Selimut fajar tersingkap di ufuk timur seiring siualan mesra sang jantan di kandang sebelah. Dering berdenting seiring es em es muncul di layar mungilku.
"Aak, jangan lupa pukul tujuh harus sudah di pondok Maos 'guyub' dah ditunggu Mas Sigit ama Miss Claudia."
Aku pun beranjak dari tempatku semalam mengarungi dunia mimpi, aku hanya bisa membayangkan apa yang harus aku lakukan , aku ibarat akan menghadapi ujian skripsi eh kok melamun ke masa mahasiswa ya. Aku hanya bertekad bagaimana agar mereka tidak kecewa ketika aku terlibat dalam wisata sastra mereka. aku anggap ini wisata sastra karena memang Mas Sigit seorang "Columbus modern" yang bersenjatakan pena untuk menaklukan negara yang bertekuk lutut di bawah kibaran karyanya. sementara aku hanyalah seorang abdi negara yang berkutat dengan buku dan meja serta kursi yang membisu bila tanpa siswa.
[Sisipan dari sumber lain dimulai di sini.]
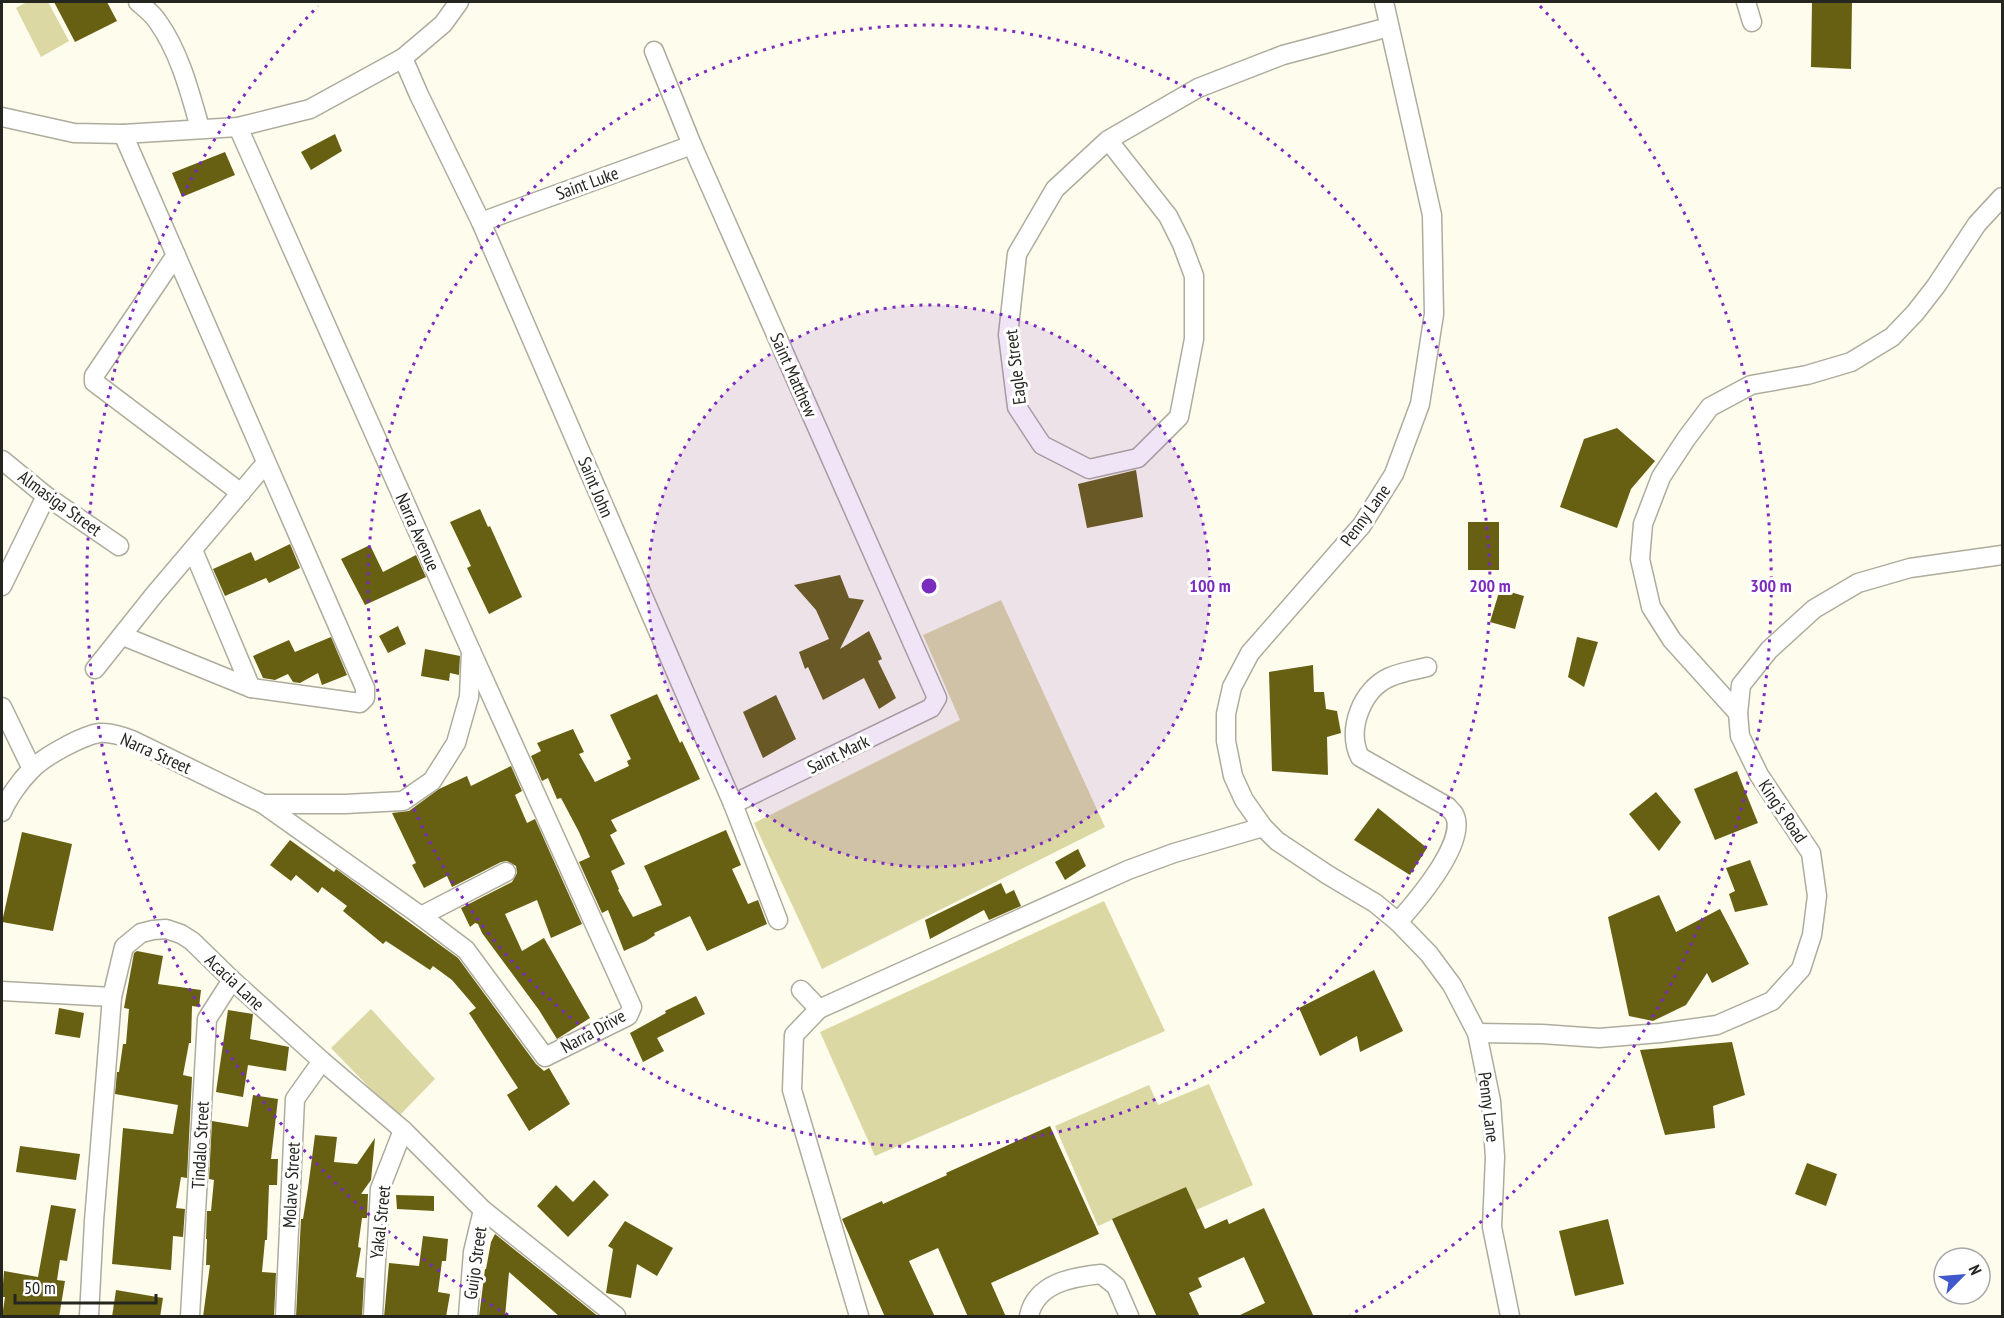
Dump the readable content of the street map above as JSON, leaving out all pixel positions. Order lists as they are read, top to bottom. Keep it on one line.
{"streets":{"street":["Saint Luke","Eagle Street","Saint Matthew","Saint John","Almasiga Street","Penny Lane","Narra Avenue","Narra Street","Saint Mark","King's Road","Acacia Lane","Narra Drive","Tindalo Street","Molave Street","Yakal Street","Guijo Street"]},"crossings":[["Saint Luke","Saint Matthew"],["Saint Luke","Saint John"],["Eagle Street","Penny Lane"],["Saint Matthew","Saint Mark"],["Saint John","Saint Mark"],["Penny Lane","King's Road"],["Narra Avenue","Narra Street"],["Narra Avenue","Narra Drive"],["Narra Street","Narra Drive"],["Acacia Lane","Tindalo Street"],["Acacia Lane","Molave Street"],["Acacia Lane","Yakal Street"],["Acacia Lane","Guijo Street"]],"scale_bar":"50 m","north":"top right","rings":["100 m","200 m","300 m"]}
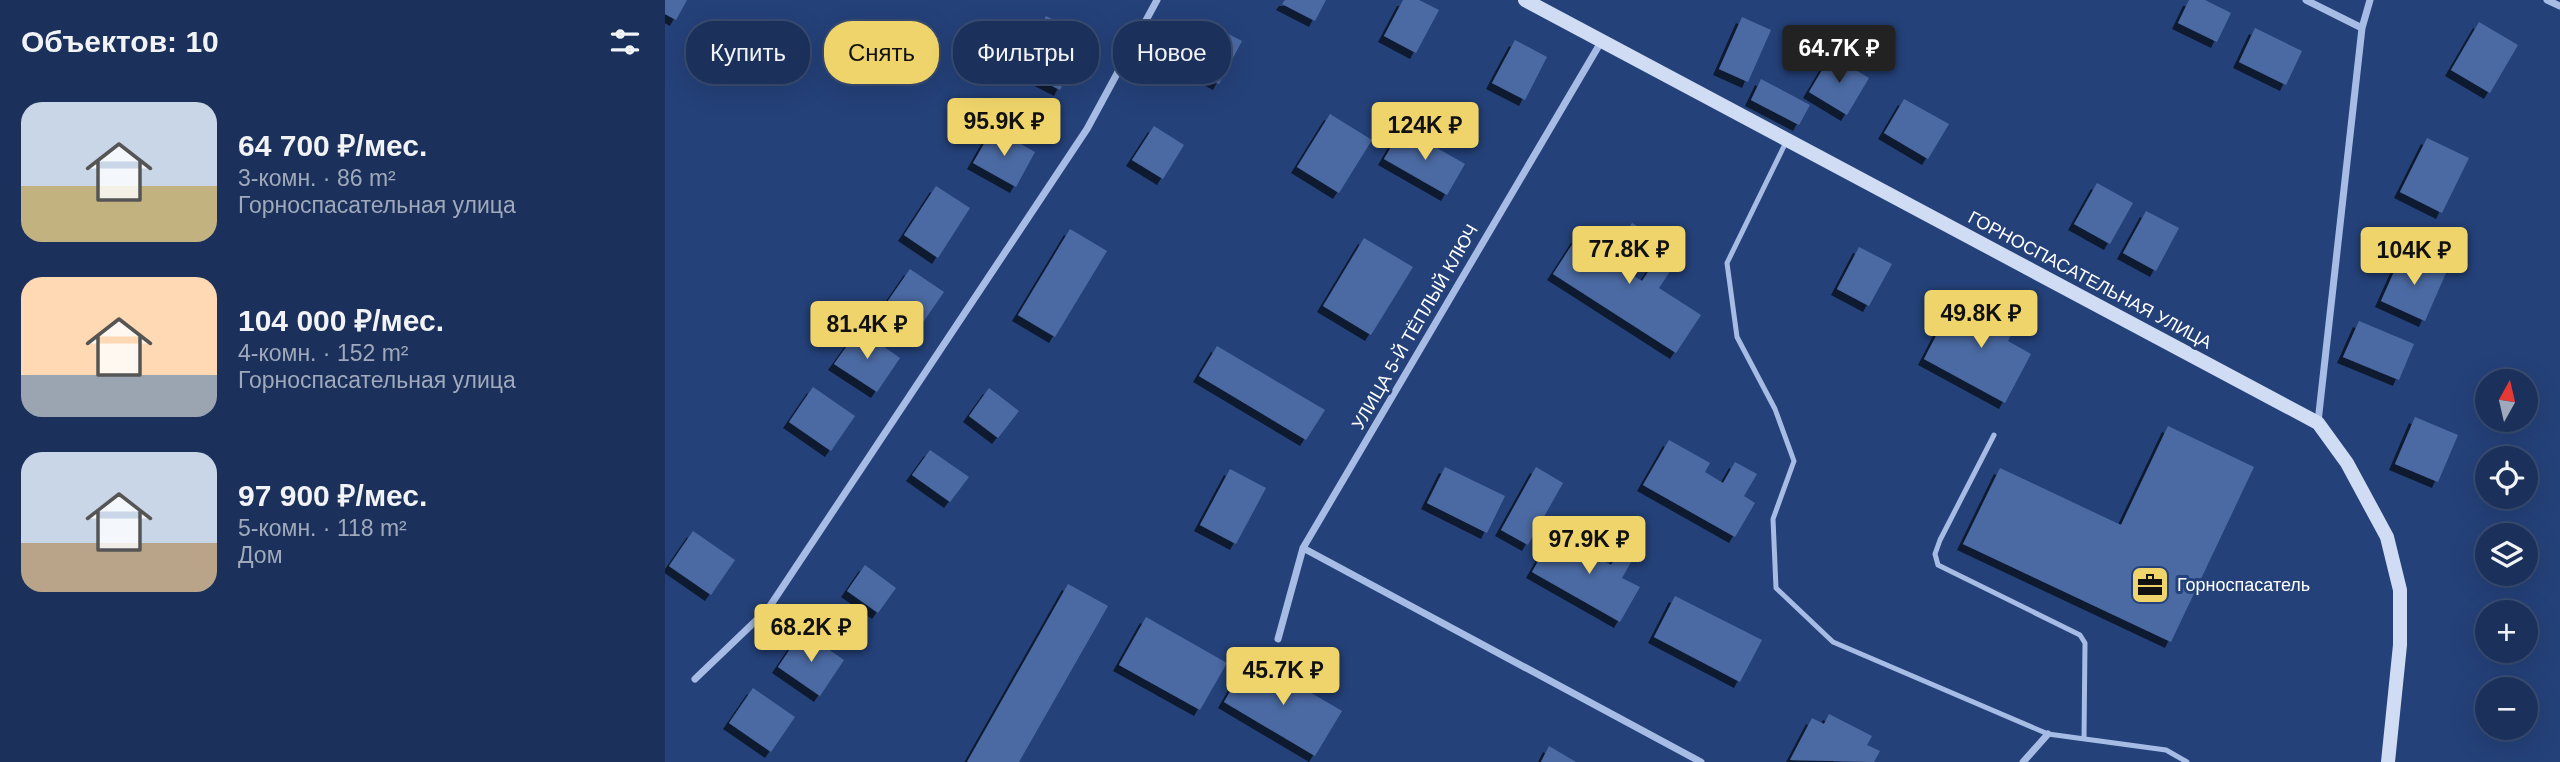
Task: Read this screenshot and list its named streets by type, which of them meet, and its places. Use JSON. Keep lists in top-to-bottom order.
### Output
{
  "streets": {
    "main road": ["ГОРНОСПАСАТЕЛЬНАЯ УЛИЦА"],
    "street": ["УЛИЦА 5-Й ТЁПЛЫЙ КЛЮЧ"]
  },
  "crossings": [
    ["ГОРНОСПАСАТЕЛЬНАЯ УЛИЦА", "УЛИЦА 5-Й ТЁПЛЫЙ КЛЮЧ"]
  ],
  "places": {
    "office": ["Горноспасатель"]
  },
  "north": "top",
  "page": {
    "heading": "Объектов: 10",
    "chip": [
      "Купить",
      "Снять",
      "Фильтры",
      "Новое"
    ],
    "price": [
      "64.7K ₽",
      "95.9K ₽",
      "124K ₽",
      "77.8K ₽",
      "104K ₽",
      "49.8K ₽",
      "81.4K ₽",
      "97.9K ₽",
      "68.2K ₽",
      "45.7K ₽"
    ],
    "list": [
      {
        "name": "64 700 ₽/мес.",
        "note": "3-комн. · 86 m² · Горноспасательная улица"
      },
      {
        "name": "104 000 ₽/мес.",
        "note": "4-комн. · 152 m² · Горноспасательная улица"
      },
      {
        "name": "97 900 ₽/мес.",
        "note": "5-комн. · 118 m² · Дом"
      }
    ],
    "map_buttons": ["+", "−"]
  }
}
Aku pun segera bersiap-siap dan ku kendarai kuda jepangku yang bernama "Revo". kusibak dingin pagi di tengah kabut hutan yang menusuk pori-pori jaketku dan menyentuh mesra kulitku. 30 menit pun berlalu dan aku sampai juga pondok maos "Guyub". Aku sangat menyesal, aku benar-benar tidak menyangka. Bayangan di benakku aku adalah peserta terakhir karena aku paling jauh gubugku diantara peserta yang lain. Karena memang hanya aku yang bertempat tinggal di Kal-Tim (maaf Kaliwungu Timur) di bandingkan teman-teman di Boja sana. Ibarat garam di laut asam di gunung bersatu dalam keluarga "Guyub"
Aku masih belum bisa mengerti, mengapa masih banyak orang yang belum menghargai waktu. Mas Sigit-Claudia Beck adalah orang-orang yang benar-benar menghargai waktu. mereka sebagai tamu ketika di Boja sekaligus tuan rumah. tapi mengapa peserta yang begitu dimanjakan justru belum siap bahkan belum datang. "Jam karet ini ya, ini jam karet" bisik Claudia pada peserta yang telah datang, aku hanya tersenyum mendengar kritik Claudia.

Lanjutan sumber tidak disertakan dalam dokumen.